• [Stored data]

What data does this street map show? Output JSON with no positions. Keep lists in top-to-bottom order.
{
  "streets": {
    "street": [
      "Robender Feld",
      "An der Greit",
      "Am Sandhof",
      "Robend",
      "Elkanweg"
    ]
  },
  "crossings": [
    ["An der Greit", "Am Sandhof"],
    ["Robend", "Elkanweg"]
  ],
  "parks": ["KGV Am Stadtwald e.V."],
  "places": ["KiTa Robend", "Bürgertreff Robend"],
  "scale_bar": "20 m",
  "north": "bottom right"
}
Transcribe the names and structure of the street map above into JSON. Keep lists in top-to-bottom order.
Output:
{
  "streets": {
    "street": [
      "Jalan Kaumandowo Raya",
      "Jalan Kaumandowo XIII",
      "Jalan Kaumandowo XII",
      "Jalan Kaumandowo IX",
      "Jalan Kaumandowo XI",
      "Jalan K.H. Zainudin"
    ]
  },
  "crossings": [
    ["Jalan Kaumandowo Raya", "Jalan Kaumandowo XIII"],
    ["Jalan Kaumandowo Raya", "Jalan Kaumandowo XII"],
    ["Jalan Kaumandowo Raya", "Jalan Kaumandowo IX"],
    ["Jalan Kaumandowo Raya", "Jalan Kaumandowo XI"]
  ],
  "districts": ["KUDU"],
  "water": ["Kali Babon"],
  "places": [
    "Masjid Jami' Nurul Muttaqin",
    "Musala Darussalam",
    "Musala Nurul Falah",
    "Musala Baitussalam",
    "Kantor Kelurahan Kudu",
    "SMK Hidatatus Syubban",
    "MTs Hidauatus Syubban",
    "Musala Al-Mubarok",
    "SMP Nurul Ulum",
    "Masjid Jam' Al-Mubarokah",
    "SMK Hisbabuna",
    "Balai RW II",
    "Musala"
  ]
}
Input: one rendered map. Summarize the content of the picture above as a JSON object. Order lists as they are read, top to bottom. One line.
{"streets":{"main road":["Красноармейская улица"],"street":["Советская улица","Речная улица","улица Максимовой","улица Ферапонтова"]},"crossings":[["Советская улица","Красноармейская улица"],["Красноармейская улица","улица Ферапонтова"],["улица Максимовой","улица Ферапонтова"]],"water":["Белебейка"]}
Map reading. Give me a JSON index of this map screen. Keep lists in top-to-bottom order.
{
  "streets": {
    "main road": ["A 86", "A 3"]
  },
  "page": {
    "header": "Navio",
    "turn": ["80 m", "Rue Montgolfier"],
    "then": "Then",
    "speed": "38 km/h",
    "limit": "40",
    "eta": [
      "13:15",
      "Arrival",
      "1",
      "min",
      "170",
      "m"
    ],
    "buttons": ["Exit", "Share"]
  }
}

• [WHAT IS EXPECTED]
Set down all of the data above, word for word.

• [EXERCISE ANSWER]
What data does this street map show? Output JSON with no positions. Keep lists in top-to-bottom order.
{
  "streets": {
    "street": [
      "Robender Feld",
      "An der Greit",
      "Am Sandhof",
      "Robend",
      "Elkanweg"
    ]
  },
  "crossings": [
    ["An der Greit", "Am Sandhof"],
    ["Robend", "Elkanweg"]
  ],
  "parks": ["KGV Am Stadtwald e.V."],
  "places": ["KiTa Robend", "Bürgertreff Robend"],
  "scale_bar": "20 m",
  "north": "bottom right"
}
Transcribe the names and structure of the street map above into JSON. Keep lists in top-to-bottom order.
Output:
{
  "streets": {
    "street": [
      "Jalan Kaumandowo Raya",
      "Jalan Kaumandowo XIII",
      "Jalan Kaumandowo XII",
      "Jalan Kaumandowo IX",
      "Jalan Kaumandowo XI",
      "Jalan K.H. Zainudin"
    ]
  },
  "crossings": [
    ["Jalan Kaumandowo Raya", "Jalan Kaumandowo XIII"],
    ["Jalan Kaumandowo Raya", "Jalan Kaumandowo XII"],
    ["Jalan Kaumandowo Raya", "Jalan Kaumandowo IX"],
    ["Jalan Kaumandowo Raya", "Jalan Kaumandowo XI"]
  ],
  "districts": ["KUDU"],
  "water": ["Kali Babon"],
  "places": [
    "Masjid Jami' Nurul Muttaqin",
    "Musala Darussalam",
    "Musala Nurul Falah",
    "Musala Baitussalam",
    "Kantor Kelurahan Kudu",
    "SMK Hidatatus Syubban",
    "MTs Hidauatus Syubban",
    "Musala Al-Mubarok",
    "SMP Nurul Ulum",
    "Masjid Jam' Al-Mubarokah",
    "SMK Hisbabuna",
    "Balai RW II",
    "Musala"
  ]
}
Input: one rendered map. Summarize the content of the picture above as a JSON object. Order lists as they are read, top to bottom. One line.
{"streets":{"main road":["Красноармейская улица"],"street":["Советская улица","Речная улица","улица Максимовой","улица Ферапонтова"]},"crossings":[["Советская улица","Красноармейская улица"],["Красноармейская улица","улица Ферапонтова"],["улица Максимовой","улица Ферапонтова"]],"water":["Белебейка"]}
Map reading. Give me a JSON index of this map screen. Keep lists in top-to-bottom order.
{
  "streets": {
    "main road": ["A 86", "A 3"]
  },
  "page": {
    "header": "Navio",
    "turn": ["80 m", "Rue Montgolfier"],
    "then": "Then",
    "speed": "38 km/h",
    "limit": "40",
    "eta": [
      "13:15",
      "Arrival",
      "1",
      "min",
      "170",
      "m"
    ],
    "buttons": ["Exit", "Share"]
  }
}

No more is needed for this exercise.